No trade body can coordinate a boycott of the airline and its sister brands Austrian, Swiss and Brussels Airlines, as it would be illegal under European law, but the Scottish Passenger Agents’ Association, which met with the carrier last week, spoke of the consequences of Lufthansa’s move to a direct channel.
SPAA vice-president and air convener Alan Glen warned: “Lufthansa could lose a lot of business.” He said the Scottish lobby was significant and that many were already selling away from the German group: “There are some fairly big players in terms of the TMC market and we have the Aberdeen oil and gas and the regional market in terms of connections. There are new carriers and other options.”
Advantage business travel director Ken McLeod added: “No matter what legal challenges and shouting there is, until they get less business through their door, Lufthansa won’t do anything. It’s down to the trade, corporates and consumers to decide whether they want to pay an extra €16.”
Lufthansa officially launched its direct-booking channel on Tuesday, with chief executive Jens Bischof saying he wanted “to work together with the travel agents and the global distribution systems to make the sale of air tickets more up to date, more inexpensive and more customer-minded”.
McLeod said the airline was doing the opposite of this. “You do have to question their sanity,” he added. Nothing was likely to change in the next few weeks, he said. “We are in the eye of the storm where we just have to sit and wait for the reaction.”

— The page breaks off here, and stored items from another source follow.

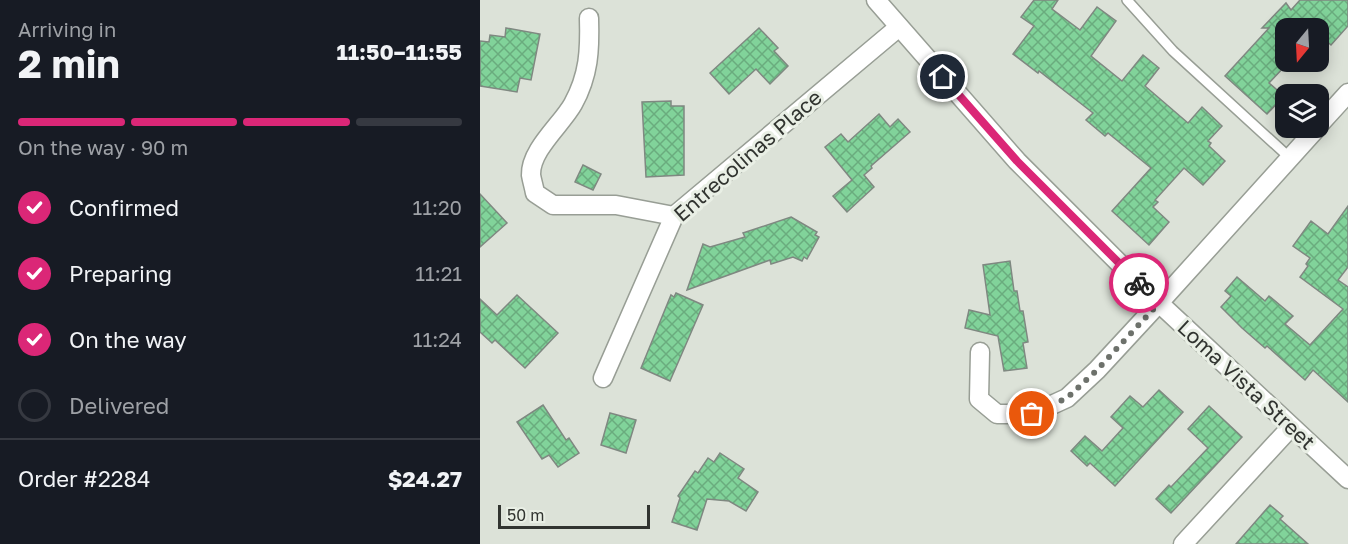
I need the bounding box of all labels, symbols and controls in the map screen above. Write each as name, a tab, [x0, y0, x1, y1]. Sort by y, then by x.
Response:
text: Arriving in	[18, 17, 116, 41]
north arrow	[1275, 18, 1329, 72]
map controls	[1275, 18, 1329, 138]
text: 11:50–11:55	[336, 38, 462, 65]
text: 2 min	[18, 40, 120, 87]
pin	[917, 51, 968, 102]
icon: home	[926, 60, 959, 93]
street label: Entrecolinas Place	[668, 84, 827, 227]
button: layers	[1275, 84, 1329, 138]
text: On the way · 90 m	[18, 135, 188, 159]
icon: check	[18, 191, 51, 224]
text: Confirmed	[69, 194, 179, 221]
text: 11:20	[413, 195, 462, 219]
courier	[1109, 253, 1169, 313]
icon: check	[18, 257, 51, 290]
text: Preparing	[69, 260, 172, 287]
text: 11:21	[415, 261, 462, 285]
icon: bike	[1123, 267, 1156, 300]
street label: Loma Vista Street	[1173, 314, 1321, 455]
icon: check	[18, 323, 51, 356]
text: On the way	[69, 326, 187, 353]
text: 11:24	[413, 327, 462, 351]
pin	[1006, 388, 1057, 439]
text: Delivered	[69, 392, 169, 419]
icon: bag	[1015, 397, 1048, 430]
text: Order #2284	[18, 465, 150, 492]
text: $24.27	[388, 465, 462, 492]
scale bar	[498, 502, 650, 530]
text: 50 m	[507, 505, 544, 525]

Agents are already reporting issues with Lufthansa’s systems, with the SPAA describing the new booking portal as “not fit for purpose”. Glen said a meeting with the carrier last week made him believe Lufthansa was aware of this. “I think they know it’s not ready,” he said.
McLeod added: “The current website will improve, but they don’t understand the processes involved in business travel agencies that are linked inexorably to the GDSs.”